In the context of the history of the 20th century, the interwar period was the period between the end of the First World War in November 1918 and the beginning of the Second World War in September 1939.
Despite the relatively short period of time, this period represented an era of significant changes worldwide. Petroleum and associated mechanisation expanded dramatically leading to the Roaring Twenties (and the Golden Twenties), a period of economic prosperity and growth for the middle class in North America, Europe and many other parts of the world. Automobiles, electric lighting, radio broadcasts and more became commonplace among populations in the developed world. The indulgences of this era subsequently were followed by the Great Depression, an unprecedented worldwide economic downturn which severely damaged many of the world's largest economies.
The Communists in Moscow managed to regain control in Ukraine, Armenia, Azerbaijan and Georgia. Ireland was split, with the larger part being independent of Britain. In the Middle East, Egypt and Iraq gained independence. During the Great Depression, Latin American countries nationalised many foreign companies (particularly American) in a bid to strengthen their local economies. Japanese, German, Italian and Russian territorial ambitions led to expansions of these empires, which set the stage for the subsequent world war.

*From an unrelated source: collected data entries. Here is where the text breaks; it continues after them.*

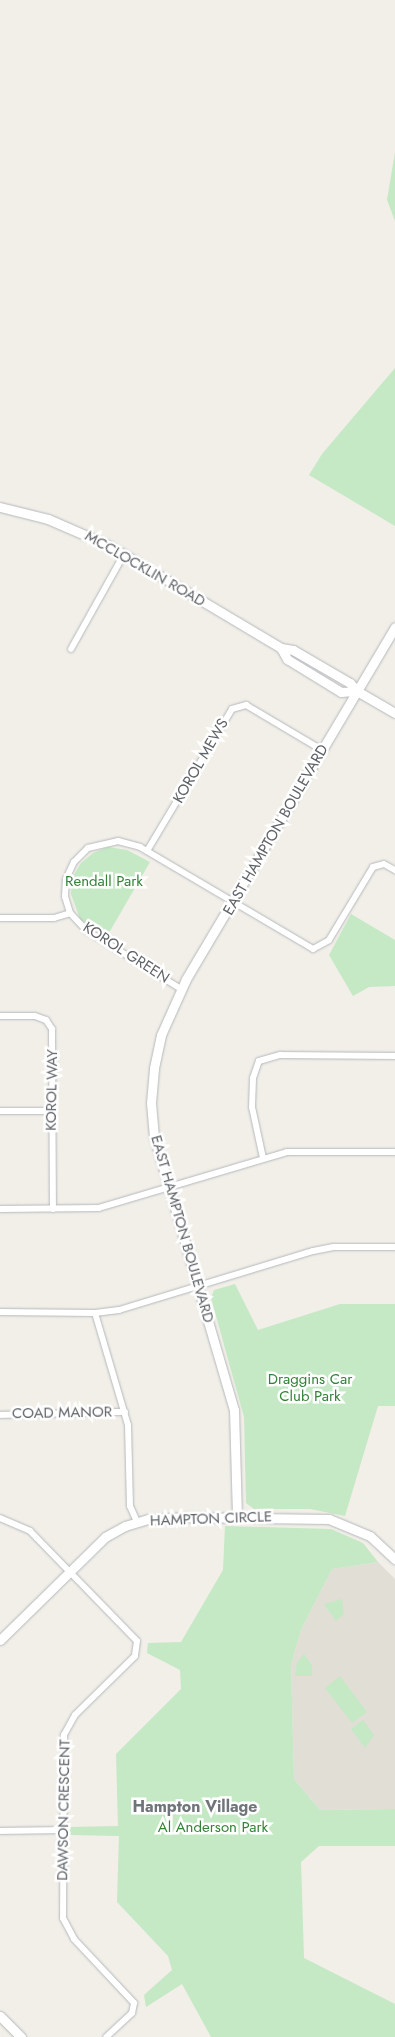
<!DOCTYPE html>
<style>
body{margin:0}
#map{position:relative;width:395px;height:2037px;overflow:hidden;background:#f1efe8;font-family:Jost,sans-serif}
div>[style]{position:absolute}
.education>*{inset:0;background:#e1ded6}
.green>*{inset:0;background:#c5e8c5}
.roads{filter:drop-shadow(0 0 1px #b5b8bc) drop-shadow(0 0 1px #b5b8bc)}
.street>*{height:6px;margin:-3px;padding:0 3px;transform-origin:3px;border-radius:3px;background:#fff}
.secondary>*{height:9px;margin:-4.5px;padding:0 4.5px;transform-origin:4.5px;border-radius:4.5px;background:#fff}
span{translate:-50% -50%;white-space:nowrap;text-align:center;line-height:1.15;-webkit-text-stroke:5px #fff;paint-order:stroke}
.street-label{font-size:15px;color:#5f6368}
.park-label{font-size:15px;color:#348238}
.neighbourhood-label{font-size:16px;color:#70757a;font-weight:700}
</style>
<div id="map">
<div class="education">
<i style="clip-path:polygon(378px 1562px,395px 1579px,395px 1809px,320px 1810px,294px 1779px,291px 1665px,301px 1630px,332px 1569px)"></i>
</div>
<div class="green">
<i style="clip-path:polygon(395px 118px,395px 221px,387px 200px,395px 152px)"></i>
<i style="clip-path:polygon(395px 368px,395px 526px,309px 475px,322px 454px)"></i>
<i style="clip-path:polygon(108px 847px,127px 850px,150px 862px,106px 938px,80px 919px,71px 894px,72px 878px,81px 863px,93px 853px)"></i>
<i style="clip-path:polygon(351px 914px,395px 940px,395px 986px,369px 987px,353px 996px,329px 955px)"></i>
<i style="clip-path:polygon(235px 1284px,258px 1330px,340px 1304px,395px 1304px,395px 1406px,378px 1406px,345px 1516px,310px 1509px,254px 1509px,246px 1503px,244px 1417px,211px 1298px,214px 1290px)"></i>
<i style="clip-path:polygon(225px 1526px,331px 1529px,363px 1543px,378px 1562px,332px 1569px,301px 1630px,291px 1665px,294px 1779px,320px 1810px,395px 1809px,395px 1846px,319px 1846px,301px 1862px,304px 1958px,395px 2004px,395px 2037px,211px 2037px,182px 1984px,146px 2007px,144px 1995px,172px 1970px,168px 1956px,117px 1902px,119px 1836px,70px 1835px,70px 1827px,118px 1826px,116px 1754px,181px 1689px,180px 1670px,147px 1653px,148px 1643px,181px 1642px,223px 1570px)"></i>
<i style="clip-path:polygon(342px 1599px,344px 1614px,336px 1621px,324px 1604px)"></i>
<i style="clip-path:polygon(304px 1654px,312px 1665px,312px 1676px,295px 1676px,297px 1662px)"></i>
<i style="clip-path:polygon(340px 1676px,367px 1712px,352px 1723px,325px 1688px)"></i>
<i style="clip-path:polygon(363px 1720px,374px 1735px,365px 1748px,351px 1729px)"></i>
</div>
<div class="roads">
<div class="street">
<i style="left:71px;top:649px;width:109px;rotate:-60.8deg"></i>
<i style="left:147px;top:851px;width:165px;rotate:-59.1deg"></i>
<i style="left:232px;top:709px;width:15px;rotate:-16deg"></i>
<i style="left:246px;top:705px;width:88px;rotate:30.6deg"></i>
<i style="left:0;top:918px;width:54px"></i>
<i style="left:54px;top:918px;width:17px;rotate:-17deg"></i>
<i style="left:181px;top:989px;width:112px;rotate:-148.2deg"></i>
<i style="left:86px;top:930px;width:23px;rotate:-133deg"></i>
<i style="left:70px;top:913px;width:17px;rotate:-107deg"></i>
<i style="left:65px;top:897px;width:18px;rotate:-87deg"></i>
<i style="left:66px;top:879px;width:19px;rotate:-65deg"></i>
<i style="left:74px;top:862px;width:20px;rotate:-45deg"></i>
<i style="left:88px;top:848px;width:31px;rotate:-13deg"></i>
<i style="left:118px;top:841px;width:23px;rotate:15deg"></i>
<i style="left:140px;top:847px;width:201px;rotate:30.5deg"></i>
<i style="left:313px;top:949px;width:18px;rotate:-29deg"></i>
<i style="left:329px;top:940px;width:85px;rotate:-58.9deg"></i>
<i style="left:373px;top:867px;width:11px;rotate:-15deg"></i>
<i style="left:384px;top:864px;width:13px;rotate:29deg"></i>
<i style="left:0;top:1016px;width:35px"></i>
<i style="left:35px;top:1016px;width:12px;rotate:20deg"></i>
<i style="left:46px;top:1020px;width:11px;rotate:56deg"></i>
<i style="left:52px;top:1029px;width:180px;rotate:89.7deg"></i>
<i style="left:0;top:1111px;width:51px"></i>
<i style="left:263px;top:1158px;width:52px;rotate:-102.2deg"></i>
<i style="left:252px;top:1107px;width:29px;rotate:-88deg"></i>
<i style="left:253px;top:1078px;width:18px;rotate:-71deg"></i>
<i style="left:259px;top:1061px;width:22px;rotate:-16deg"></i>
<i style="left:280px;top:1055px;width:115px;rotate:0.5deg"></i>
<i style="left:0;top:1209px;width:99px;rotate:-0.6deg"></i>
<i style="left:99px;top:1208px;width:196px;rotate:-16.6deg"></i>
<i style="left:287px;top:1152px;width:108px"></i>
<i style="left:0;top:1312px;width:95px;rotate:0.6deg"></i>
<i style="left:95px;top:1313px;width:24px;rotate:-7deg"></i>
<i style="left:119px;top:1310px;width:203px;rotate:-16.9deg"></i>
<i style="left:313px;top:1251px;width:21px;rotate:-11deg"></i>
<i style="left:334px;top:1247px;width:61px"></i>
<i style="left:95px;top:1313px;width:117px;rotate:73.6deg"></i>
<i style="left:128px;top:1425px;width:81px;rotate:88.6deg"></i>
<i style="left:130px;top:1506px;width:17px;rotate:66deg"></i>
<i style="left:0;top:1415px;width:125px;rotate:-1.4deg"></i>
<i style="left:0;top:1518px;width:33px;rotate:23deg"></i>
<i style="left:30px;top:1531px;width:153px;rotate:45.8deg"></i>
<i style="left:137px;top:1641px;width:15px;rotate:98deg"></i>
<i style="left:135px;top:1656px;width:84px;rotate:135.5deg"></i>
<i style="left:75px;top:1715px;width:23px;rotate:119deg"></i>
<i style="left:64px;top:1735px;width:183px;rotate:90.3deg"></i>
<i style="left:63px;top:1918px;width:24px;rotate:62deg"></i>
<i style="left:74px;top:1939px;width:88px;rotate:46.8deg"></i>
<i style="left:134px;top:2003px;width:10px;rotate:101deg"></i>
<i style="left:132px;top:2013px;width:35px;rotate:137deg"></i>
<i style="left:0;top:1831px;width:62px;rotate:-0.9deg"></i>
</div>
<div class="secondary">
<i style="left:0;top:507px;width:49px;rotate:14deg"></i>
<i style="left:48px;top:519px;width:68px;rotate:23.5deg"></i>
<i style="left:110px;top:546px;width:199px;rotate:30.8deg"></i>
<i style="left:281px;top:648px;width:12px;rotate:9deg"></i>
<i style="left:293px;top:650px;width:66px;rotate:30.1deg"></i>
<i style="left:350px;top:683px;width:11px;rotate:49deg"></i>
<i style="left:357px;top:691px;width:44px;rotate:30.1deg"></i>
<i style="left:281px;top:648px;width:13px;rotate:61deg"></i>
<i style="left:287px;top:659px;width:63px;rotate:31.4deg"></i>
<i style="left:341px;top:692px;width:16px;rotate:-4deg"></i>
<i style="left:237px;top:1517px;width:107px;rotate:-91.6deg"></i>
<i style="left:234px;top:1410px;width:284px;rotate:-106.3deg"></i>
<i style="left:154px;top:1137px;width:34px;rotate:-95deg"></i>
<i style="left:151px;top:1103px;width:35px;rotate:-85deg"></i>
<i style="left:154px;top:1068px;width:34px;rotate:-78deg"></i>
<i style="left:161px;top:1035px;width:61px;rotate:-65.9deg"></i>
<i style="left:186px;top:979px;width:409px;rotate:-59.3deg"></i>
<i style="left:0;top:1640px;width:147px;rotate:-44.4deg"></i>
<i style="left:105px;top:1537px;width:23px;rotate:-29deg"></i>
<i style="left:125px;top:1526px;width:24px;rotate:-17deg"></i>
<i style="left:148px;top:1519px;width:34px;rotate:-3deg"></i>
<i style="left:182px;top:1517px;width:147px;rotate:0.8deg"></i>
<i style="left:329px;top:1519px;width:44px;rotate:22.5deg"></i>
<i style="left:370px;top:1536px;width:34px;rotate:43deg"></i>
<i style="left:0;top:2016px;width:30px;rotate:45deg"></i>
</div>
</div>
<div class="street-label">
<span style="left:145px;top:569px;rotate:30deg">MCCLOCKLIN ROAD</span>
<span style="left:201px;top:761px;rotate:-60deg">KOROL MEWS</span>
<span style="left:276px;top:830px;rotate:-60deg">EAST HAMPTON BOULEVARD</span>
<span style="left:126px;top:953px;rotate:33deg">KOROL GREEN</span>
<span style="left:52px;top:1090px;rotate:-89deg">KOROL WAY</span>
<span style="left:182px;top:1229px;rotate:74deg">EAST HAMPTON BOULEVARD</span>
<span style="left:62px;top:1413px;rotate:-1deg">COAD MANOR</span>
<span style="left:211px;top:1519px;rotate:-2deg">HAMPTON CIRCLE</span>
<span style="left:64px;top:1810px;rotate:-89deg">DAWSON CRESCENT</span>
</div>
<div class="park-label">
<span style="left:104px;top:882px">Rendall Park</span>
<span style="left:310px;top:1388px">Draggins Car<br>Club Park</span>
<span style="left:213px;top:1828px">Al Anderson Park</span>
</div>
<div class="neighbourhood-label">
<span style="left:195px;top:1807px">Hampton Village</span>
</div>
</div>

Following the Armistice of 11 November 1918 that ended World War I, the years 1919–24 were marked by turmoil as affected regions struggled to recover from the devastation of the First World War and the destabilising effects of the loss of four large historic empires: the German Empire, Austro-Hungarian Empire, Russian Empire and the Ottoman Empire. There were numerous new nations in Eastern Europe, most of them small in size. The United States gained dominance in world finance. Thus, when Germany could no longer afford war reparations to Britain, France and other Allies, the Americans came up with the Dawes Plan and Wall Street invested heavily in Germany, which repaid its reparations to nations that, in turn, used the dollars to pay off their war debts to Washington. By the middle of the decade, prosperity was widespread, with the second half of the decade known, especially in Germany, as the "Golden Twenties".